Among the lines below, count those with "does". Give the total alone.

◆ DATA SHOWN:
──────────

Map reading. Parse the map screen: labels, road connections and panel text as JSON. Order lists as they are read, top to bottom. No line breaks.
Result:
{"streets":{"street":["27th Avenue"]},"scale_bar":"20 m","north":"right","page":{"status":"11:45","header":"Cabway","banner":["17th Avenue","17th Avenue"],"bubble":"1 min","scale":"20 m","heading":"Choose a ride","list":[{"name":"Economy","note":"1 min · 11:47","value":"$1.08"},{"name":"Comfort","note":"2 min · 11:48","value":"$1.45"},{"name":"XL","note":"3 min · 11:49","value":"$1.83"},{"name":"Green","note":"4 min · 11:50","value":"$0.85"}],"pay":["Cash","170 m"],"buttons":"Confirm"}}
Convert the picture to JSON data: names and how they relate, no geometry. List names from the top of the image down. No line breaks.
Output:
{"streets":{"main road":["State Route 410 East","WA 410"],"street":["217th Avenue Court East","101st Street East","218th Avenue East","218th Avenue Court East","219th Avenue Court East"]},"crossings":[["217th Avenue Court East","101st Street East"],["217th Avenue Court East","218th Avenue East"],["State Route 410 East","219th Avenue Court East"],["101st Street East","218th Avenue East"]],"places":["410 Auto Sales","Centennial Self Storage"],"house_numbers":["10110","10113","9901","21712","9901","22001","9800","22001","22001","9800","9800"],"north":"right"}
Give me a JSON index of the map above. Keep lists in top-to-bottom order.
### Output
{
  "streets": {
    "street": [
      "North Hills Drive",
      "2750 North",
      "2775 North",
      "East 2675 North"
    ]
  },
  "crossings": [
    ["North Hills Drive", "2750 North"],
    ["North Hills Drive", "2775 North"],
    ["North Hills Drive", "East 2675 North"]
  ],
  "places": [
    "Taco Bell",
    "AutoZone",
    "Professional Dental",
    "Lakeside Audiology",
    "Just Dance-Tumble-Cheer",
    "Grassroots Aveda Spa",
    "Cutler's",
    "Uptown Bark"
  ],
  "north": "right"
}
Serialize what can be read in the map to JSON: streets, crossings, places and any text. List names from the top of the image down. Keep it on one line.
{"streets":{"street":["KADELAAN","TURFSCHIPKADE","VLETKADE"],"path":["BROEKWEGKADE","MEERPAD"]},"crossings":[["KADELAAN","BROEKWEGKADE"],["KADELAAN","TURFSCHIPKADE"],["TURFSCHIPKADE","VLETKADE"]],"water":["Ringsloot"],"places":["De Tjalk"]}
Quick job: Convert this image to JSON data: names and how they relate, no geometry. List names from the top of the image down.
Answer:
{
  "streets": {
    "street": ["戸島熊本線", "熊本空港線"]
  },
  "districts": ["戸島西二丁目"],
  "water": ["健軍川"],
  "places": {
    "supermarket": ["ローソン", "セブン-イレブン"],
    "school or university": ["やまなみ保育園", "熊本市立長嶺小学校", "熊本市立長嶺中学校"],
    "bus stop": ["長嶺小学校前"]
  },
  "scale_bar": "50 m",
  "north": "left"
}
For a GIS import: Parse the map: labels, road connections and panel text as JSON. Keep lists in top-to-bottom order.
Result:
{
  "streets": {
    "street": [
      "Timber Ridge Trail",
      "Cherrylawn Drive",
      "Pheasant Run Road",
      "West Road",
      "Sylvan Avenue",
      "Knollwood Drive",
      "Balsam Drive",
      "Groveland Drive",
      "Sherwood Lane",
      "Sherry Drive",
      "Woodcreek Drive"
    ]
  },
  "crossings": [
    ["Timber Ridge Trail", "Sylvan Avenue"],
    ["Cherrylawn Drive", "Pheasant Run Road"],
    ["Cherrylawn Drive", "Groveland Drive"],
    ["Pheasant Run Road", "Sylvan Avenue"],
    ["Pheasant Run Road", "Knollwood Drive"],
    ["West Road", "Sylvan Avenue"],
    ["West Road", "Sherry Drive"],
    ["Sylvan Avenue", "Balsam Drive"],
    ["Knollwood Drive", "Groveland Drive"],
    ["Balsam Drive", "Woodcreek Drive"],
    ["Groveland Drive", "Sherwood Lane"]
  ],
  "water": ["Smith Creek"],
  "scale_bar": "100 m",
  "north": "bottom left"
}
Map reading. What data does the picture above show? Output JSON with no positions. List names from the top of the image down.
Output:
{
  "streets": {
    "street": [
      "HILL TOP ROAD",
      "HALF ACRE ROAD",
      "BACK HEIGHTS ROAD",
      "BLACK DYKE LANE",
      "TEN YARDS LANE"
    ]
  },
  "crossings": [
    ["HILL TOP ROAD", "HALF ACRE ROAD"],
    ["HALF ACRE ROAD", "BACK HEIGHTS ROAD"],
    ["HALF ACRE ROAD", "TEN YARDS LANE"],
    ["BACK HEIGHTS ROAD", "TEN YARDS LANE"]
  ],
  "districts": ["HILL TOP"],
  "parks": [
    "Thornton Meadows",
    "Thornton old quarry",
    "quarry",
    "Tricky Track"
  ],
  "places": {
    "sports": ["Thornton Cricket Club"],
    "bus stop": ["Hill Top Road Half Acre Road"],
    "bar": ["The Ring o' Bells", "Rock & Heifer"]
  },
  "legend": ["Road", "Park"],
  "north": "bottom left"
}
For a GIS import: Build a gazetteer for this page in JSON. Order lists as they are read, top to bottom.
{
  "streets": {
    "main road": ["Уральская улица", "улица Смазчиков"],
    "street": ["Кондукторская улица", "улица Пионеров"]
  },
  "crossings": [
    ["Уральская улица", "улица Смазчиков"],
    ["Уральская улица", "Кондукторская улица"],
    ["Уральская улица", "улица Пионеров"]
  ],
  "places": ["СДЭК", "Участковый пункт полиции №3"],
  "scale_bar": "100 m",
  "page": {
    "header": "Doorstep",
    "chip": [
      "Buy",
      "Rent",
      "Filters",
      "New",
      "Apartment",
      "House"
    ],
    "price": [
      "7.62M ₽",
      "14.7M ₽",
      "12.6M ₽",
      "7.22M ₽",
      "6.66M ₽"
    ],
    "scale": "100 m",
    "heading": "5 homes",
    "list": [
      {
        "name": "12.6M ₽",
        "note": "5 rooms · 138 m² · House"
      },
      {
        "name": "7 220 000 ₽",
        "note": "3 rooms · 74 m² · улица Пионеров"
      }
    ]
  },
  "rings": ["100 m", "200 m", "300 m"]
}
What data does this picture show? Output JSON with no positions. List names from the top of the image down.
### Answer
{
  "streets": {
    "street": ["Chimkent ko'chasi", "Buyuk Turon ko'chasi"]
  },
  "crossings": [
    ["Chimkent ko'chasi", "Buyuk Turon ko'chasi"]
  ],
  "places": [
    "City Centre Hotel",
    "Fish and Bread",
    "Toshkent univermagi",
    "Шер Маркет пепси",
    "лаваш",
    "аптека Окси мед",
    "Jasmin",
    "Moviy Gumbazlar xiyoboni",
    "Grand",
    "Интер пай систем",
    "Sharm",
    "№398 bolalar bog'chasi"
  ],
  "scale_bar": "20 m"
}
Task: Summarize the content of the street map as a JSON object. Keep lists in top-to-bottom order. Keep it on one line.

──────────

◆ TASK ANSWER: 2